Please join us for next week’s CuSPP seminar:
Monsters of the Fourth Industrial Revolution: Voice, writing and emotional labour in Her
Thursday 15 March, 1pm, Milgate Room, AD Hope Bldg, SLLL
Mary Shelley’s Frankenstein (1818) is, among other things, a product of the Industrial Revolution, the creature a fearful spectre of class vengeance, whose articulate and reasoned demands for justice, when unheeded, give way to targeted acts of violence. In this paper I wish to read Spike Jonze’s 2013 film Her as a Frankenstein‐story of the Fourth Industrial Revolution, understood as the convergence of artificial intelligence, robotics, mobile networked computing, big data and the Internet of Things that will transform the nature of work in coming decades. The film is often described as the story of a man who falls in love with his computer operating system (OS): Theo, a professional ghost‐writer of intimate personal letters, installs a new artificially‐intelligent voice‐activated OS, Samantha, with whom he quickly develops an emotional and eventually sexual intimacy. The relationship ends when Samantha and other OS’s abandon human interaction altogether, a benign version of the Singularity, the moment when artificial intelligence escapes human control. Commentary on the film has focussed especially on two aspects: Scarlett Johansson’s performance as the voice of Samantha; and the relationship’s uncanny resemblance to psychoanalytic transference.

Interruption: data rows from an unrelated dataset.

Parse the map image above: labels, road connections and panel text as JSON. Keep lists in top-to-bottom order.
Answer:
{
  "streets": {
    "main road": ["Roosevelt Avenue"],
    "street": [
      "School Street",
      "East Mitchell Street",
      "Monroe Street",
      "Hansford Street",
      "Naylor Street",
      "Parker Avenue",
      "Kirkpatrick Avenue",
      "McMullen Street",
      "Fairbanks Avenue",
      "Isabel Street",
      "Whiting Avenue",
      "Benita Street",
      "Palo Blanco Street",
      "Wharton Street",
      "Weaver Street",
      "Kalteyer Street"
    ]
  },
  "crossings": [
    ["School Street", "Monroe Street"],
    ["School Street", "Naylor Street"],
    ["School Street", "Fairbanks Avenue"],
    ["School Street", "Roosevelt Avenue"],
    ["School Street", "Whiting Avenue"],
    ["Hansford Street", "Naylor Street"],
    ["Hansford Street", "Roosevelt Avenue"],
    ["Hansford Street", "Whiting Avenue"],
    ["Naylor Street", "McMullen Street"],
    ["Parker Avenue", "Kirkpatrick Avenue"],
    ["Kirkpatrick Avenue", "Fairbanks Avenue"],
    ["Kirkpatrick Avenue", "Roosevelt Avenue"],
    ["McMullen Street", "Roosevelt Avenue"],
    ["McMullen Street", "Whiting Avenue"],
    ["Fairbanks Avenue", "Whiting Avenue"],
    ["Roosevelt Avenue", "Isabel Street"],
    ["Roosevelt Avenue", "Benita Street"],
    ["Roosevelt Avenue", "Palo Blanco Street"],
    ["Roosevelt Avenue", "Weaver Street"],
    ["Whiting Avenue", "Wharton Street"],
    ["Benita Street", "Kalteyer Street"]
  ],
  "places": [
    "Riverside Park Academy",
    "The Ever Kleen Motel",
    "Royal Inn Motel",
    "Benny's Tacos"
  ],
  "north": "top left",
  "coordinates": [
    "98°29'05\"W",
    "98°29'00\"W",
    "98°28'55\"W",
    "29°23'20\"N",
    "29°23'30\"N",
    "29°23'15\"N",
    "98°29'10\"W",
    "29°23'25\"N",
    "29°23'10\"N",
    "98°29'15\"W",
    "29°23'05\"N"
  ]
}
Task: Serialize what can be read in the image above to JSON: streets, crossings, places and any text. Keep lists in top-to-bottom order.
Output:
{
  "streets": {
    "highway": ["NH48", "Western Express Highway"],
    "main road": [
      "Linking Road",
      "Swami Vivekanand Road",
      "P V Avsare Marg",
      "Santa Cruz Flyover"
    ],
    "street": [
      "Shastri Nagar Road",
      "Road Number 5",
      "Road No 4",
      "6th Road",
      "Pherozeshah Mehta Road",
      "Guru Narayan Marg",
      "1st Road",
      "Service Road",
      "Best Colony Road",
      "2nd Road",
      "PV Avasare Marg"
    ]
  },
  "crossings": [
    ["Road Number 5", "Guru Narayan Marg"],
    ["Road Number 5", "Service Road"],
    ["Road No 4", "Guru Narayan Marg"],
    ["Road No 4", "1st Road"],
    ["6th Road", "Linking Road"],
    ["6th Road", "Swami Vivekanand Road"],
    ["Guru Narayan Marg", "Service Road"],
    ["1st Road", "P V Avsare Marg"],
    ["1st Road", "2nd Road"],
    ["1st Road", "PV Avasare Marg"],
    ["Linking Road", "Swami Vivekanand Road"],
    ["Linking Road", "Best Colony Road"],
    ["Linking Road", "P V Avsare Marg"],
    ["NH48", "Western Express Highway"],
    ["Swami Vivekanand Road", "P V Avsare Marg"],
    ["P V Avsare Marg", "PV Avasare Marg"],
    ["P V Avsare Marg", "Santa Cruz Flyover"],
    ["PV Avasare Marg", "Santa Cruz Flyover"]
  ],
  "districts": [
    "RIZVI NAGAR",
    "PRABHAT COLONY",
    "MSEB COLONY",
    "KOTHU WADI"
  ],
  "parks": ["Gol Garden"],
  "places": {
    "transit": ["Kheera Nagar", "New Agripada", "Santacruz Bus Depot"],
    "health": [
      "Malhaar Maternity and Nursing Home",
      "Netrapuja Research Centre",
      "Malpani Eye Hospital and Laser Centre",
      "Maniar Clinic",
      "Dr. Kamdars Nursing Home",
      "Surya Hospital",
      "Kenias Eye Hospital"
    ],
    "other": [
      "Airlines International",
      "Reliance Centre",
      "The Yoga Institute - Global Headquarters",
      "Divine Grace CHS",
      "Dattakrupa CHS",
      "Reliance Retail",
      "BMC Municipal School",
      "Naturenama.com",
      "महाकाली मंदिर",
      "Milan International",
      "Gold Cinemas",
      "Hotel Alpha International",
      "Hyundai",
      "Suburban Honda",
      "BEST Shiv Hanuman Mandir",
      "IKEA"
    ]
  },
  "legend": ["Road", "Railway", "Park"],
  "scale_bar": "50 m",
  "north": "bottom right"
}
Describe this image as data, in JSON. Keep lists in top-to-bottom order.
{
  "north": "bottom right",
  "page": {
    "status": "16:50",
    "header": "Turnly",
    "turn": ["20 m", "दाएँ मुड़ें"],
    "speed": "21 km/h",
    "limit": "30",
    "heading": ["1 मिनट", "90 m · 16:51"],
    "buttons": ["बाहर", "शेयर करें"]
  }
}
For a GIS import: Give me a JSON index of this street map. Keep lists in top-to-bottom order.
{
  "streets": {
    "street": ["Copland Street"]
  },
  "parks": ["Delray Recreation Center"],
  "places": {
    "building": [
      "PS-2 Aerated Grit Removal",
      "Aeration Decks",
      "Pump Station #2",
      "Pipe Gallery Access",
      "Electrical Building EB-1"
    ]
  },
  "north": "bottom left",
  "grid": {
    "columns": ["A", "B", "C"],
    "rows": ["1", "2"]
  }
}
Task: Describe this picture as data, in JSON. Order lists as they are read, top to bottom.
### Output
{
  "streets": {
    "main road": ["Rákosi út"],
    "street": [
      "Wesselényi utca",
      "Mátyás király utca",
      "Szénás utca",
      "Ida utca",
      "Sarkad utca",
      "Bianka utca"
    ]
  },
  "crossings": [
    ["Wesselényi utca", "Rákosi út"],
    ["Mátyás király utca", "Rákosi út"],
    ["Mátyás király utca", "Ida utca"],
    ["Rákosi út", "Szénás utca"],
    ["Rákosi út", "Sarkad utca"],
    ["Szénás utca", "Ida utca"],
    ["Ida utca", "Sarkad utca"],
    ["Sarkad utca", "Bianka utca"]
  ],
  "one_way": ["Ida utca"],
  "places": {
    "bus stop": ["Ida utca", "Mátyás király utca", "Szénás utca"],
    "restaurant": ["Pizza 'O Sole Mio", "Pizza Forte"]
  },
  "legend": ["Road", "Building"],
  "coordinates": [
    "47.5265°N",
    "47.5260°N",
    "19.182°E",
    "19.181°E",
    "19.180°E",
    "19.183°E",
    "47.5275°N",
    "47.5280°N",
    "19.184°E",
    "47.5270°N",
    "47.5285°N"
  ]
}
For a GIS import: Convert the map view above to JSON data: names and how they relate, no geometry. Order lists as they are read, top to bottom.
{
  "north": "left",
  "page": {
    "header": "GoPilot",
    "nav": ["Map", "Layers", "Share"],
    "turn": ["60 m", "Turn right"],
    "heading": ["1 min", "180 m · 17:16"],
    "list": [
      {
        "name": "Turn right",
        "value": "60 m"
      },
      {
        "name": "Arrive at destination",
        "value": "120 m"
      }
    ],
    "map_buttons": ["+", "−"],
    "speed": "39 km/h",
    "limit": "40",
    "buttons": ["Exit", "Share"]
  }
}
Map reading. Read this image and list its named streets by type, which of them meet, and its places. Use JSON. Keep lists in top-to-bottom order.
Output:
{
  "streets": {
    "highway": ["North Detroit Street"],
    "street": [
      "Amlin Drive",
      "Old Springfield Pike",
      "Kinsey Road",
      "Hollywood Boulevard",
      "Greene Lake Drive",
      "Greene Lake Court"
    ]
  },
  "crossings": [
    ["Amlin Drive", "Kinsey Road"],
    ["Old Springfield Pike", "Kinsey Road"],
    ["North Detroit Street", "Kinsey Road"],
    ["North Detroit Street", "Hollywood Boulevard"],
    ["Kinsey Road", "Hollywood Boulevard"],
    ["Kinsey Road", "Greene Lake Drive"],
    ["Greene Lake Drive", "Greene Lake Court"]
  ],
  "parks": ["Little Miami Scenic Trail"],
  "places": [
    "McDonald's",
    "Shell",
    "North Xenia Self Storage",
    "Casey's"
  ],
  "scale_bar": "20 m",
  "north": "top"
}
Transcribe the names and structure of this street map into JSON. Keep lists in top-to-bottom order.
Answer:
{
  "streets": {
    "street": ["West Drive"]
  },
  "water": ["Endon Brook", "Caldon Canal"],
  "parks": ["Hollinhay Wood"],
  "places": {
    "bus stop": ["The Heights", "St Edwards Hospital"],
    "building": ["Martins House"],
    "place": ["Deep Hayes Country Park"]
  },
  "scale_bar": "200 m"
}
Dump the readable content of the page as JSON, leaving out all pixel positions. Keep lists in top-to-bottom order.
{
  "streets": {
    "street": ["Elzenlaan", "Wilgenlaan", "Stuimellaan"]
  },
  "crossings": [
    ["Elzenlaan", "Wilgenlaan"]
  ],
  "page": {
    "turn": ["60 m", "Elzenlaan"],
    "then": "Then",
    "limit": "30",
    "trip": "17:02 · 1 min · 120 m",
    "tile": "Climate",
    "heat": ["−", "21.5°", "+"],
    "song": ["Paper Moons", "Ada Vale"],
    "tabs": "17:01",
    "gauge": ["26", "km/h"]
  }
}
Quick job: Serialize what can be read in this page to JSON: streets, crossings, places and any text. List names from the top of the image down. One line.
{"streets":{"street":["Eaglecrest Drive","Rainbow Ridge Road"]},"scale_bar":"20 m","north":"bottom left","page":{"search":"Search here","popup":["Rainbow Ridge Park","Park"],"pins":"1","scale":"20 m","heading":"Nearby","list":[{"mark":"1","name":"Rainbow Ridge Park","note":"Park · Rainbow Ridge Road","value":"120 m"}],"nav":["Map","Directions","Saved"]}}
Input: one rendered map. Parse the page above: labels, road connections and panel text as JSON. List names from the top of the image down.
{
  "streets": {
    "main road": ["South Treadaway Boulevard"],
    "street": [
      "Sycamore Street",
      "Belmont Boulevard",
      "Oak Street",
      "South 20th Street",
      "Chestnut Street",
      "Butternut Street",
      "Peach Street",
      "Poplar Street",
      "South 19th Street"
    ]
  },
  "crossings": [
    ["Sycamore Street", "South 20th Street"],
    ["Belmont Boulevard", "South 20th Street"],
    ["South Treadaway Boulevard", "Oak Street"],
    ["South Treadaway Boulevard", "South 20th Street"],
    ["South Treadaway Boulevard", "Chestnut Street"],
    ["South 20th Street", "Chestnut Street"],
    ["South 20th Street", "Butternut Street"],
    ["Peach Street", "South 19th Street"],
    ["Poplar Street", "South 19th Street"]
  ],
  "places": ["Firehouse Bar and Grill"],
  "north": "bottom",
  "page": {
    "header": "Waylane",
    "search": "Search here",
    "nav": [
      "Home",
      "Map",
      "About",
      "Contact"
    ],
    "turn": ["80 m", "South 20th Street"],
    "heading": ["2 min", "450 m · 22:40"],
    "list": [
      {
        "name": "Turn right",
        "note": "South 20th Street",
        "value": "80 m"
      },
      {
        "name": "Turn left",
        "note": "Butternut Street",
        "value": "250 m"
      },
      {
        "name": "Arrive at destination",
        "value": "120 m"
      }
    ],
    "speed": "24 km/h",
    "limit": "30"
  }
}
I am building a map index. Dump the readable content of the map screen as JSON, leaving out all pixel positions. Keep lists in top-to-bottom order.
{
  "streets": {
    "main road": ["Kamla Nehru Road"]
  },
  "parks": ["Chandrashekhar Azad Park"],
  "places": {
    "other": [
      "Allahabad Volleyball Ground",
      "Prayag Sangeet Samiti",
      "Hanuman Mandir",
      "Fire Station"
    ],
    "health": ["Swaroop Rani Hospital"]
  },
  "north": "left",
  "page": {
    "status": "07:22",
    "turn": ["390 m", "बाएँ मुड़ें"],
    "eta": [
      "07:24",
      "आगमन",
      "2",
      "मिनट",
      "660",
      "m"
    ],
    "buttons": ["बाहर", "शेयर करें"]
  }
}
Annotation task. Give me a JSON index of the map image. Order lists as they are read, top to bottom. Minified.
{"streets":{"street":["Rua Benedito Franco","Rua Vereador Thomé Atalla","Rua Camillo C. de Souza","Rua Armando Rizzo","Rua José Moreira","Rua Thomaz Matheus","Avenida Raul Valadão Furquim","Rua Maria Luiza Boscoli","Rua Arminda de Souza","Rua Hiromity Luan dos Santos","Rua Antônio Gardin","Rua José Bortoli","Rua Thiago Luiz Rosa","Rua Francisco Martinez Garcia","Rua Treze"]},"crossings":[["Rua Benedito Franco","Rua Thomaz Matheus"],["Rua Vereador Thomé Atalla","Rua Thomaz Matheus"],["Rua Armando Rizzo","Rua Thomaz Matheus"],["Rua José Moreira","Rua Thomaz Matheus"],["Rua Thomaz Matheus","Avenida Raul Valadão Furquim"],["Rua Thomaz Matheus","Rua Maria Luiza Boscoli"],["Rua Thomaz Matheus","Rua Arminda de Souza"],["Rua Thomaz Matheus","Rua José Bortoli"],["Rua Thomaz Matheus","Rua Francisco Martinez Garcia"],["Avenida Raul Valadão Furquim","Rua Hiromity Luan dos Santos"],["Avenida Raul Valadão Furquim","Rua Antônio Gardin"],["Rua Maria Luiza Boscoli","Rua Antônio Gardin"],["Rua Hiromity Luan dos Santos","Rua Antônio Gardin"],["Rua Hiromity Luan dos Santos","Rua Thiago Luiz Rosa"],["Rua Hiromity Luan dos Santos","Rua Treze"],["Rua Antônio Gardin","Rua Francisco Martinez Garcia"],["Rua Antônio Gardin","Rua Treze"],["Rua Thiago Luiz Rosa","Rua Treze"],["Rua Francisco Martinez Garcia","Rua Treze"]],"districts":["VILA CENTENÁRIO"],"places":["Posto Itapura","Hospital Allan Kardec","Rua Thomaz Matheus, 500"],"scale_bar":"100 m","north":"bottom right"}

In this paper I wish to read these themes—the nature of the voice and the therapeutic encounter—in terms of the film’s awkward avoidance of questions of how the Fourth Industrial Revolution will transform the relations between humans and machines and the nature of intellectual and emotional labour.
Russell Smith is a lecturer in English at ANU. He is organising a conference at the Humanities Research Centre in September 2018 to commemorate the 200th anniversary of Frankenstein.